Five patients had mainly clinical presentations including unsteady gait, dysarthria, bulbar conjunctive telangiectasia, cerebellar atrophy, intellectual disability, stunted growth, increase of alpha-fetoprotein in serum, lymphopenia. Notably, one patient with classical AT presented dystonia as the first symptom. One patient had recurrent infections, five patients had serum Immunoglobulin (Ig) A deficiency, and two patients had IgG deficiency. In three pedigrees, we observed five pathogenic variants of the gene, which were c.1339C>T (p.Arg447Ter), c.7141_7151delAATGGAAAAAT (p.Asn2381GlufsTer18), c.437_440delTCAA (p.Leu146GlnfsTer6), c.2482A>T (p.Lys828Ter), and c.5495_5496+2delAAGT (p.Glu1832GlyfsTer4). Moreover, the c.437_440delTCAA, c.2482A>T, and c.5495_5496+2delAAGT were previously unreported variants.
Pediatric patients with classical AT may present dystonia as the main manifestation, or even a first symptom, besides typical cerebellar ataxia, bulbar conjunctive telangiectasia, etc. Crucially, we also found three novel pathogenic gene variants (c.437_440delTCAA, c.2482A>T, and c.5495_5496+2delAAGT), expanding the pathogenic gene mutation spectrum.
共济失调毛细血管扩张症(AT)的临床表现非常复杂,容易误诊和漏诊。本研究旨在探讨来自中国三个家系的五例小儿AT患者的临床特征和基因特征。
回顾性收集并分析5例经全外显子测序后行Sanger测序确诊的AT患者的临床资料和基因检测结果。这5例AT患者来自三个家系,其中家系I有两名女性患者(病例1和病例2),家系II有一名男性患者(病例3),家系III有两名男性患者(病例4和病例5)。根据英国临床基因组科学协会《2020年罕见病变异分类最佳实践指南》对基因变异进行分级。

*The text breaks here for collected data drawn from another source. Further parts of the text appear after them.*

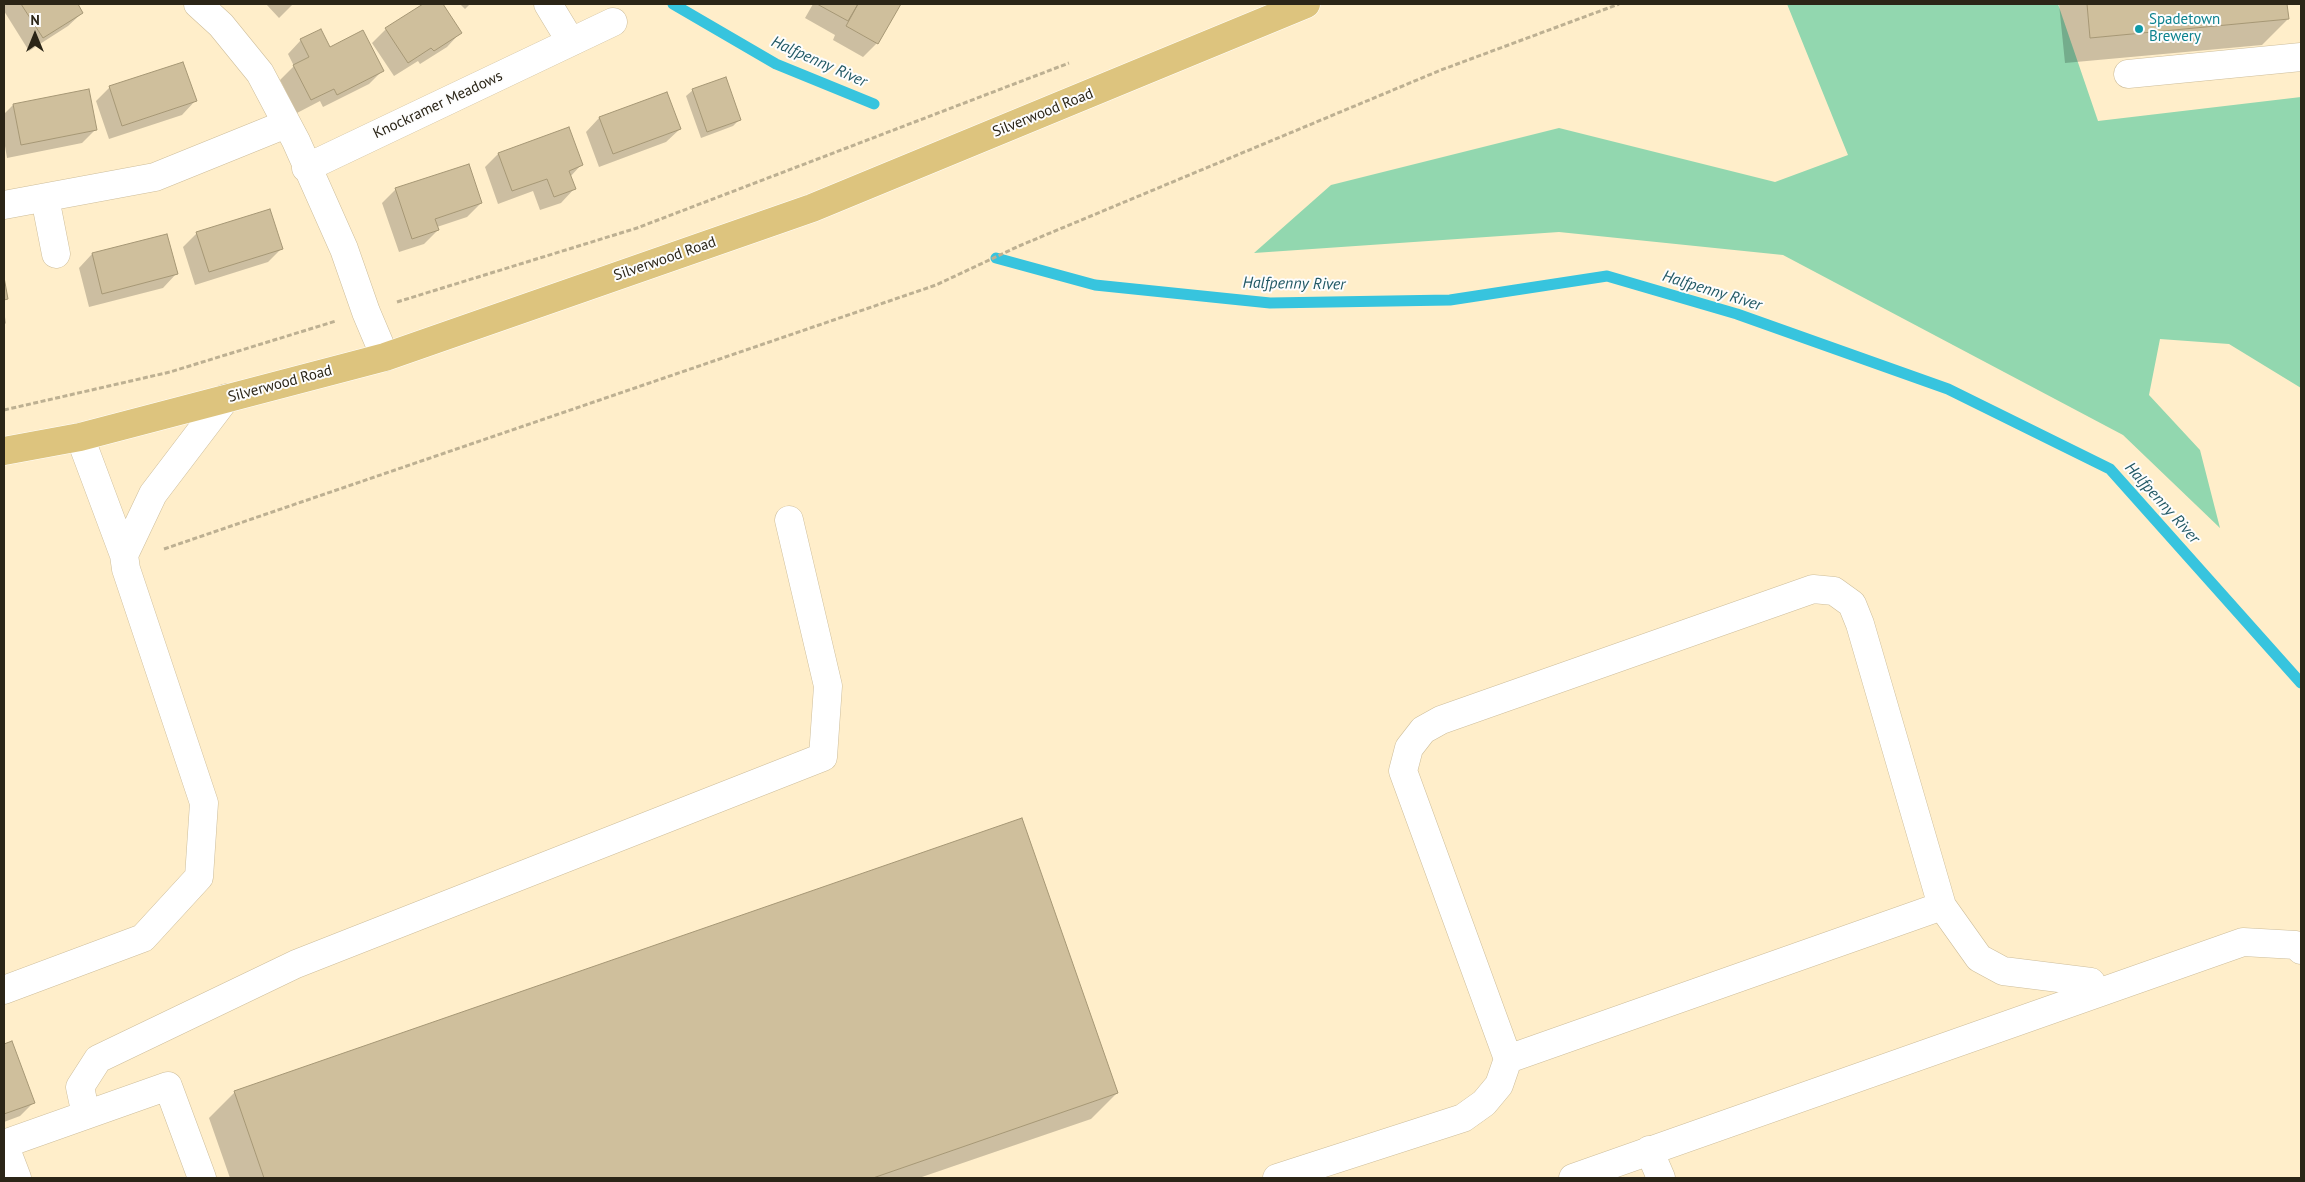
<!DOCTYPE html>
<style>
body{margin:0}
#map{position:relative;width:2305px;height:1182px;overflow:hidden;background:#ffeeca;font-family:"PT Sans",sans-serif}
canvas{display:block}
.frame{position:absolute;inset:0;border:5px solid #2b2517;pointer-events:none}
.north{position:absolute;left:10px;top:10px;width:50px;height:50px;-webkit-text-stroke:4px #fdfdfd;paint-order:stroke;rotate:0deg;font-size:14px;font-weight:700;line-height:20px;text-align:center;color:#2b2517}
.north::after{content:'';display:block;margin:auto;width:18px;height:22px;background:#2b2517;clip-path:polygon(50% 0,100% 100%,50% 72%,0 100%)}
</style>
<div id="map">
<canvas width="2305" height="1182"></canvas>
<div class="frame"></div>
<div class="north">N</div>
</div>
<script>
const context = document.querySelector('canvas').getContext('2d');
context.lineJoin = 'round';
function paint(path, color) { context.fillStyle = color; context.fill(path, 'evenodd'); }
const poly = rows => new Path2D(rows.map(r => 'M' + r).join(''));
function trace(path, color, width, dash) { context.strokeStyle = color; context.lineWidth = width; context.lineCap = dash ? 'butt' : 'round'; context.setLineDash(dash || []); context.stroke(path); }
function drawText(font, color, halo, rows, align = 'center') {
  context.font = font + ' "PT Sans",sans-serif'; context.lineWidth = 4; context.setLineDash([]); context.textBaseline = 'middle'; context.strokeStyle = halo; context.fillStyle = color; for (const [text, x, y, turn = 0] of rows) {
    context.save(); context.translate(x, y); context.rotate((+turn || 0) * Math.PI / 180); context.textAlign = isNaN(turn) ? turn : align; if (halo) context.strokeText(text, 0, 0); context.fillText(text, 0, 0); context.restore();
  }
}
paint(poly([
 [1787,4,2058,4,2098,121,2301,97,2301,388,2229,344,2160,339,2149,395,2200,450,2220,528,2123,435,1783,255,1559,232,1254,253,1331,185,1559,128,1775,182,1848,155]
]), '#92d7af');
paint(poly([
 [4,4,76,4,82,13,68,26,29,51,4,11],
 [266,4,293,4,279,18],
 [425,4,441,4,460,33,447,47,420,64,418,61,394,76,372,43,386,29],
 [460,4,470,4,465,9],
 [813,4,900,4,877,43,863,57,833,40,835,35,805,18],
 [2059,4,2286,4,2288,19,2262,45,2065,63],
 [301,40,329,48,383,70,369,84,323,107,320,101,297,113,280,80,294,66,288,54],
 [110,87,195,101,182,115,109,139,96,101],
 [88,90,96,129,82,143,7,158,4,140,4,114,13,105],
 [693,90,739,120,733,126,701,138,686,96],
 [666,93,680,129,666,142,599,167,586,132,599,118],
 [568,128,581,165,570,177,574,189,561,203,540,210,533,191,498,204,485,167,498,154],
 [396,189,481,203,467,217,437,227,438,230,424,244,399,252,382,203],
 [197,233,282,248,268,262,195,285,183,247],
 [166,236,176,274,163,288,89,307,79,268,92,254],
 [4,311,6,323,4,325],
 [11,1043,34,1102,20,1116,4,1122,4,1046],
 [235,1092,1117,1093,1091,1119,919,1178,230,1178,209,1118]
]), '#0003');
trace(poly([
 [673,4,776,64,874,104],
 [996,258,1095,285,1270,303,1450,300,1607,276,1737,314,1948,389,2110,469,2301,683]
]), '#37c4de', 11);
const building = poly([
 [21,4,78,4,83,13,43,38,21,4],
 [423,4,443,4,462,33,434,51,431,48,408,63,385,28,423,4],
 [817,4,858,4,848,21,817,4],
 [858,4,901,4,878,44,846,26,858,4],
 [2087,4,2287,4,2289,19,2090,38,2087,4],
 [321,29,330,47,363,30,384,71,337,95,334,89,311,100,293,65,309,57,300,39,321,29],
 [183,62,197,101,122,126,109,86,183,62],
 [726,77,741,120,707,132,692,89,726,77],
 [89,89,97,130,21,145,13,104,89,89],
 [667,92,681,129,613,154,599,117,667,92],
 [569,127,583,165,569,171,576,189,554,197,547,179,512,191,498,153,569,127],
 [469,164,482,203,435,219,439,230,412,239,395,188,469,164],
 [270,209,283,249,209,272,196,232,270,209],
 [167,234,178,274,102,294,92,253,167,234],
 [4,277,8,299,4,300,4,277],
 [1022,818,1118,1093,873,1178,264,1178,234,1091,1022,818],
 [12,1041,35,1103,4,1114,4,1044,12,1041]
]);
paint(building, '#cfbf9c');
trace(building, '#a69775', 1);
const minor = poly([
 [198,4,221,25,260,73,296,141,344,249,366,312,385,357],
 [548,4,571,42],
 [2128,74,2301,57],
 [306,168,613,22],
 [45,198,56,254],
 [4,205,155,177,286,124],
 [124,555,153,494,226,398],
 [1942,906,1508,1059,1403,771,1409,748,1423,730,1441,720,1813,589,1834,591,1852,604,1860,624,1942,906,1979,958,2003,971,2091,982,2094,994],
 [4,990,143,938,199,877,204,803,126,569,124,555,80,437],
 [86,1115,80,1087,98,1059,296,964,823,757,828,686,789,520],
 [1649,1150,1661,1178],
 [17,1178,4,1144,168,1086,202,1178],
 [1277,1178,1463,1118,1484,1103,1499,1085,1508,1059],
 [1573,1178,2243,942,2296,945,2301,950]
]);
const major = poly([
 [4,451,80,437,385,357,812,208,1306,4]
]);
trace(minor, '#cdbd9a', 29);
trace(major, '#fff', 29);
trace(poly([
 [397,302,637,228,1069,63],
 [4,410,170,372,336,321],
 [164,549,936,285,1019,246,1441,70,1619,4]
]), '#bdb092', 3, [5, 2.5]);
trace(minor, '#fff', 28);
trace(major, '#ddc47e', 28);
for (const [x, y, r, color] of [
 [2139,29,5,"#0f9aa8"]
]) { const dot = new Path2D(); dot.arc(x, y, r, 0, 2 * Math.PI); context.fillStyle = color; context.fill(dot); trace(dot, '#fdfdfd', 2); }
drawText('15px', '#0d838f', '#fdfdfd', [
 ["Spadetown",2149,20],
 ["Brewery",2149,37]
], 'left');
drawText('15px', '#2b2517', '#fdfdfd', [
 ["Knockramer Meadows",438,105,-25],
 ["Silverwood Road",1043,113,-22],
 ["Silverwood Road",665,259,-19],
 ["Silverwood Road",280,384,-15]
]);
drawText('italic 16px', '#225965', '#fdfdfd', [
 ["Halfpenny River",819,62,24],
 ["Halfpenny River",1294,284,1],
 ["Halfpenny River",1712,291,17],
 ["Halfpenny River",2162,503,48]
]);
</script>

5例患者的主要临床表现包括步态不稳、构音障碍、球结膜毛细血管扩张、小脑萎缩、智力障碍、生长发育迟缓、血清甲胎蛋白升高、淋巴细胞减少。值得注意的是,一名典型AT患者以肌张力障碍为首发症状。一名患者反复感染,5例患者血清免疫球蛋白(Ig)A缺乏,2例患者IgG缺乏。在三个家系中,我们观察到该基因的五个致病变异,分别为c.1339C>T(p.Arg447Ter)、c.7141_7151delAATGGAAAAAT(p.Asn2381GlufsTer18)、c.437_440delTCAA(p.Leu146GlnfsTer6)、c.2482A>T(p.Lys828Ter)和c.5495_5496+2delAAGT(p.Glu1832GlyfsTer4)。此外,c.437_440delTCAA、c.2482A>T和c.5495_5496+2delAAGT是此前未报道的变异。
典型AT的小儿患者除典型的小脑共济失调、球结膜毛细血管扩张等表现外,可能以肌张力障碍为主要表现,甚至为首发症状。关键的是,我们还发现了三个新的致病基因变异(c.437_440delTCAA、c.2482A>T和c.5495_5496+2delAAGT),扩展了致病基因突变谱。